Jonathan Kodner, president and director of Frontenac’s Kodner Gallery, says folk art can encompass media as widespread as painting, sculpture, textiles and found materials. People find broad appeal in the artists’ “undeniable, instinctual and innate talent,” factors that unite this otherwise disparate form.

“Folk artists are influenced by their community, and they have been for centuries,” Kodner says. He cites a classic example from the late 1940s: Grandma Moses’ painting Sleet Storm, currently on display (and available for purchase) at the Kodner Gallery. Neighbors trudge through the winterscape bundled up against the cold. The thick, sparkly snow clings to trees, simple homes and a covered bridge. Kodner points out the thoughtful elements – a scarf flittering in the wind, the depth of the hills, the changing sky, the use of glitter to create snow on the trees – that Moses remembered and replicated from her childhood in vivid, skillful detail.

+2 

Another piece he admires in the gallery is a wood sculpture of a black military officer that Kodner guesses is from the 1940s. Here, the unknown artist wasn’t overly concerned with the correct type of insignia on the man’s shirt; instead, he focused his attention on the figure’s smirk, and the angular nose and eyes that recall traditional African masks.

Outside of galleries and inside homes, these one-of-a-kind creations make strong statements and imbue spaces with warmth. David Kent Richardson’s house in Dogtown is a living, ever-evolving example.

His entry room holds a gypsy’s fortunetelling table that, he is told, has its roots in France. Elsewhere, an African talisman made of iron and string wards off evil spirits. A tin steamer ship chugs atop a hutch in the kitchen, a wooden butler statue offers a clean towel in the bathroom and a 90-year-old papier-mâché Mardi Gras mask keeps silent watch over the lower level. And those are just a few examples of the home’s folk art.
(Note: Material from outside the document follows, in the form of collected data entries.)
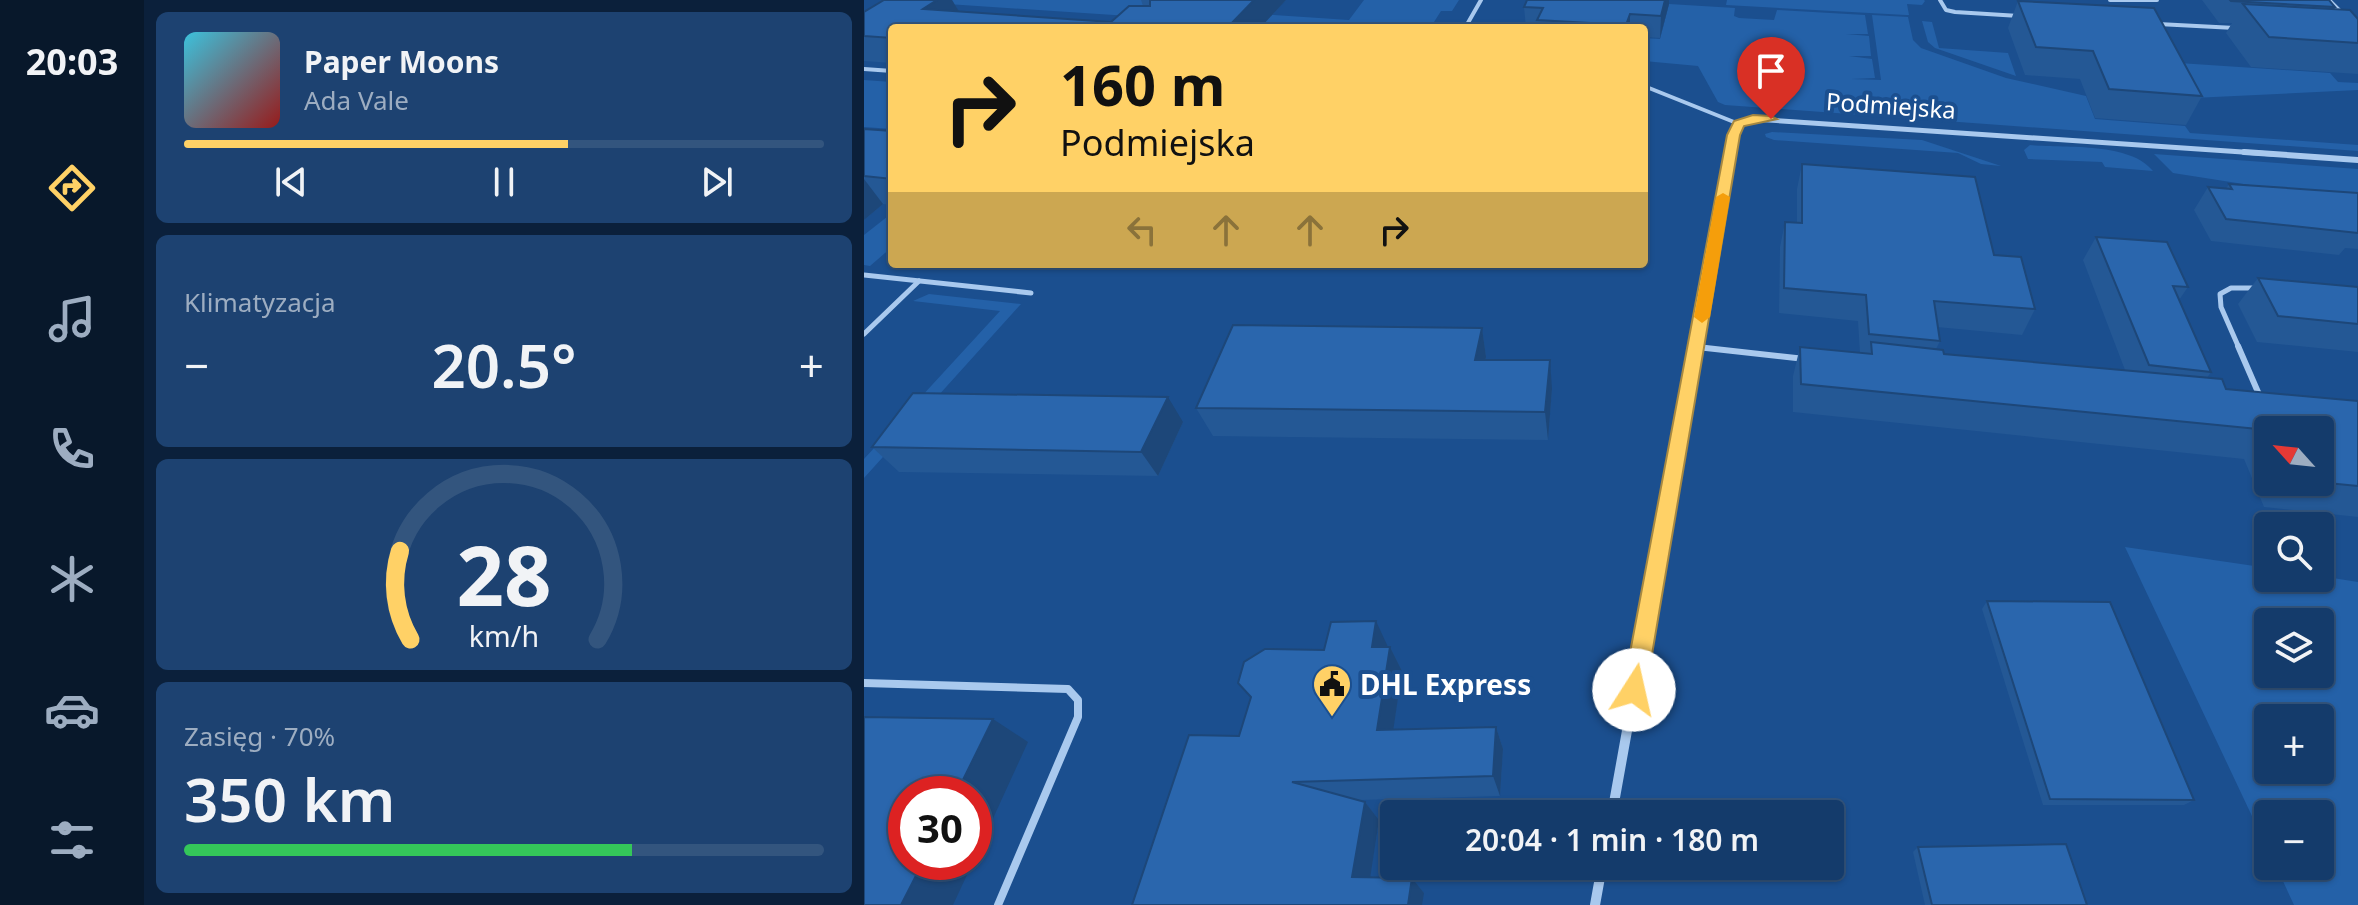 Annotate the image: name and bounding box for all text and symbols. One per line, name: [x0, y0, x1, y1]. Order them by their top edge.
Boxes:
text: 20:03: [26, 37, 118, 86]
pin: [1737, 37, 1805, 119]
text: Paper Moons: [304, 41, 499, 82]
text: 160 m: [1060, 46, 1225, 122]
icon: arrive: [1749, 49, 1793, 93]
icon: right: [928, 56, 1032, 160]
text: Ada Vale: [304, 82, 409, 118]
street label: Podmiejska: [1825, 84, 1957, 126]
text: Podmiejska: [1060, 118, 1255, 167]
icon: directions: [44, 160, 100, 216]
icon: previous: [269, 160, 313, 204]
icon: pause: [482, 160, 526, 204]
icon: next: [695, 160, 739, 204]
icon: left: [1120, 208, 1164, 252]
icon: ahead: [1204, 208, 1248, 252]
icon: ahead: [1288, 208, 1332, 252]
icon: right: [1372, 208, 1416, 252]
text: Klimatyzacja: [184, 284, 336, 320]
icon: music: [44, 291, 100, 347]
text: 20.5°: [431, 324, 577, 406]
text: −: [184, 335, 209, 395]
text: +: [799, 335, 824, 395]
north arrow: [2254, 416, 2334, 496]
map controls: [2254, 416, 2334, 880]
icon: phone: [44, 421, 100, 477]
button: search: [2254, 512, 2334, 592]
text: 28: [456, 517, 552, 630]
icon: climate: [44, 551, 100, 607]
button: layers: [2254, 608, 2334, 688]
text: km/h: [469, 616, 539, 655]
position arrow: [1592, 648, 1676, 732]
public building icon: DHL Express: [1311, 663, 1353, 718]
place label: DHL Express: [1360, 665, 1531, 703]
icon: car: [44, 682, 100, 738]
button: +: [2254, 704, 2334, 784]
text: Zasięg · 70%: [184, 718, 335, 754]
text: 350 km: [184, 758, 395, 840]
speed limit sign: 30: [888, 776, 992, 880]
button: −: [2254, 800, 2334, 880]
icon: filters: [44, 812, 100, 868]
text: 20:04 · 1 min · 180 m: [1465, 819, 1759, 860] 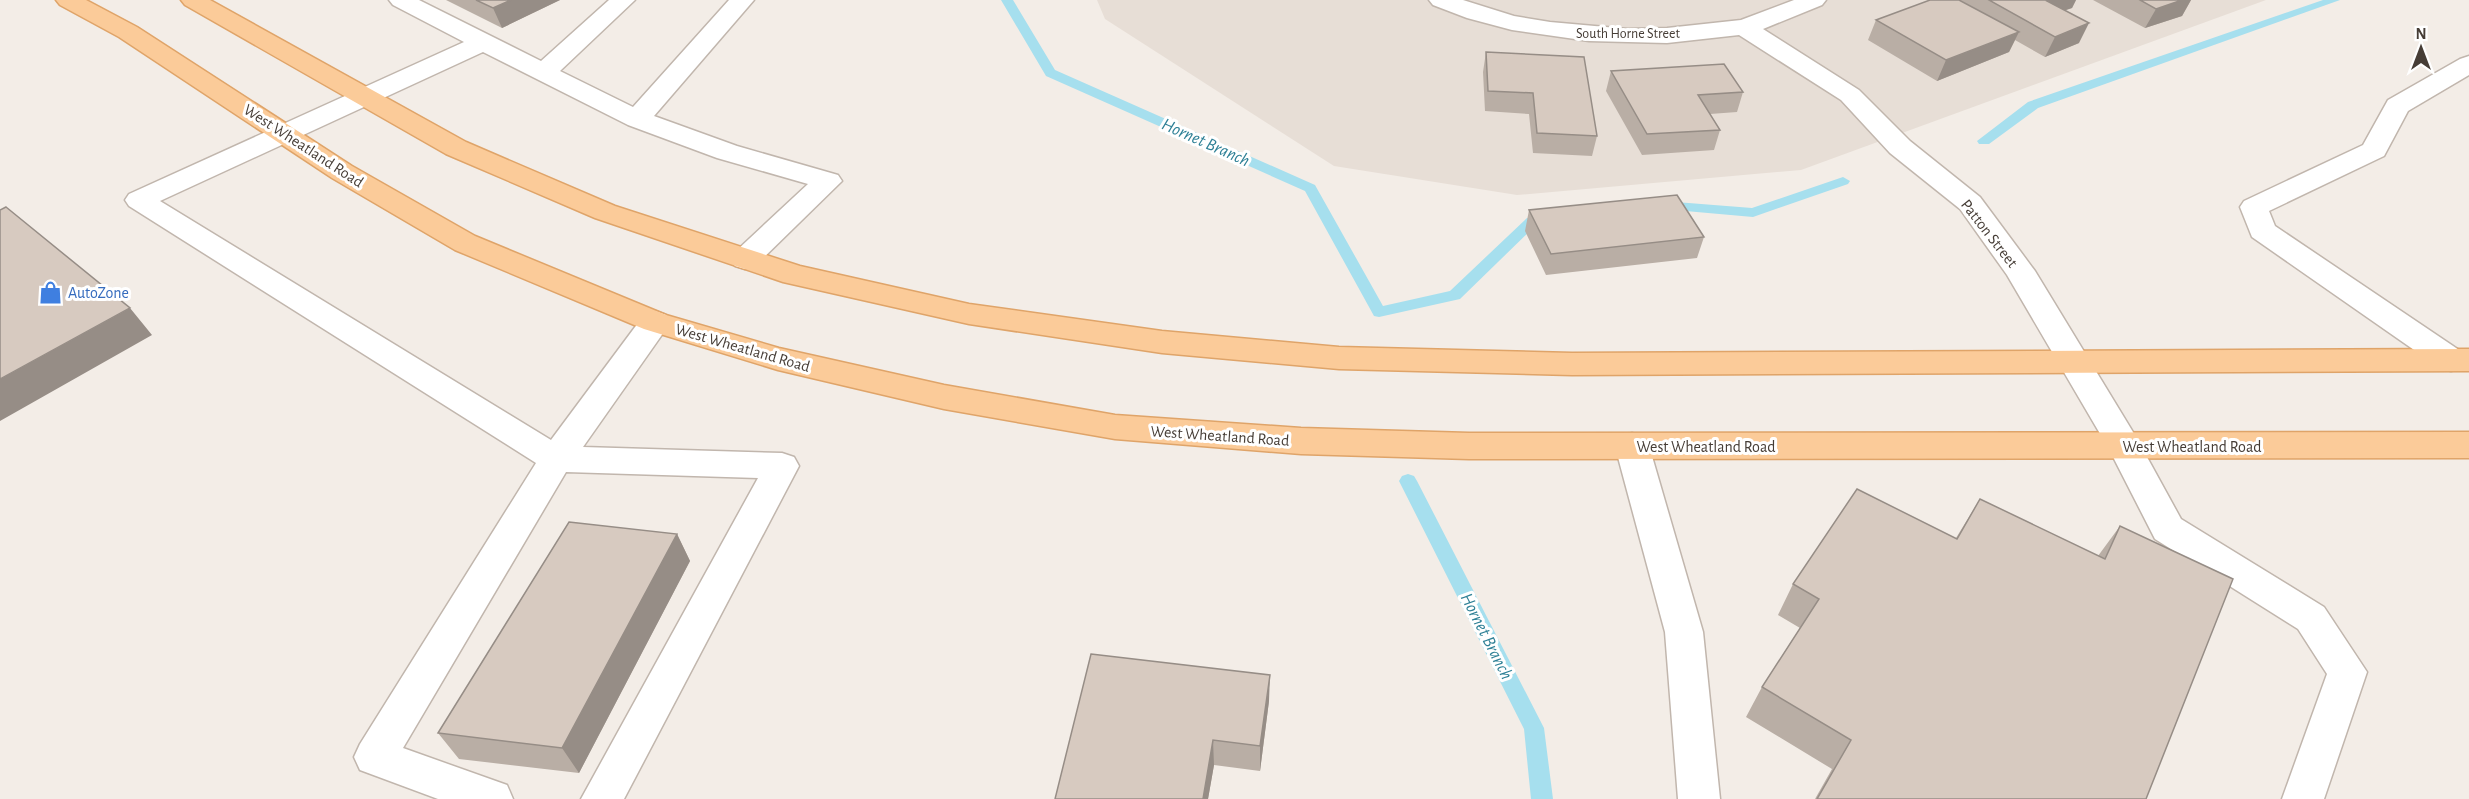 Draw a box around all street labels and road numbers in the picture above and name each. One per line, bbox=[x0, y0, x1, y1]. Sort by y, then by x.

Richardson – the interior designer behind Bar Les Freres and the owner of David Kent Richardson Decorations and Interior Designs on The Hill – is much more interested in the story behind each object, where it came from and how unusual it is, rather than what its monetary value might be. His method for choosing which pieces to add to his home is simple: “If I like it, I like it. It touches me.”

He’s acquired art from a multitude of sources: friends, a renovated church, farmhouses. He also has a particular fondness for Panorama Folk Art, located on Cherokee Street.

A wooden table carved into a donkey, a hand-embroidered footstool, a low chair with bowed legs made from bull horns: All of the pieces are functional, meant to be lived on and among. And that’s important to Richardson. “If I can’t share it with other people, what’s the use of owning it?” he says.

Together in his home, the pieces coexist as though they have always been there, like heirlooms lovingly passed down from one generation to the next.

Whatever form it takes, folk art is intensely personal. It is made from materials that offer an intimate peek into the artist’s everyday life.

Still, it’s only a peek.

Many of the pieces on display at “Self-Taught Genius” have biographies attached to them, but others do not. And these are the ones that are the most captivating: Where was it made? What did this person do for a living, and what was his or her family like? Was he or she happy? Well-educated? Illiterate? Did the artist live a long and healthy life – or a short, stricken one?

Folk art begs to know these answers, and it’s up to us to reflect upon the legacy the creators of such art have left behind. Asking these questions – and living among their work – is a very good place to start.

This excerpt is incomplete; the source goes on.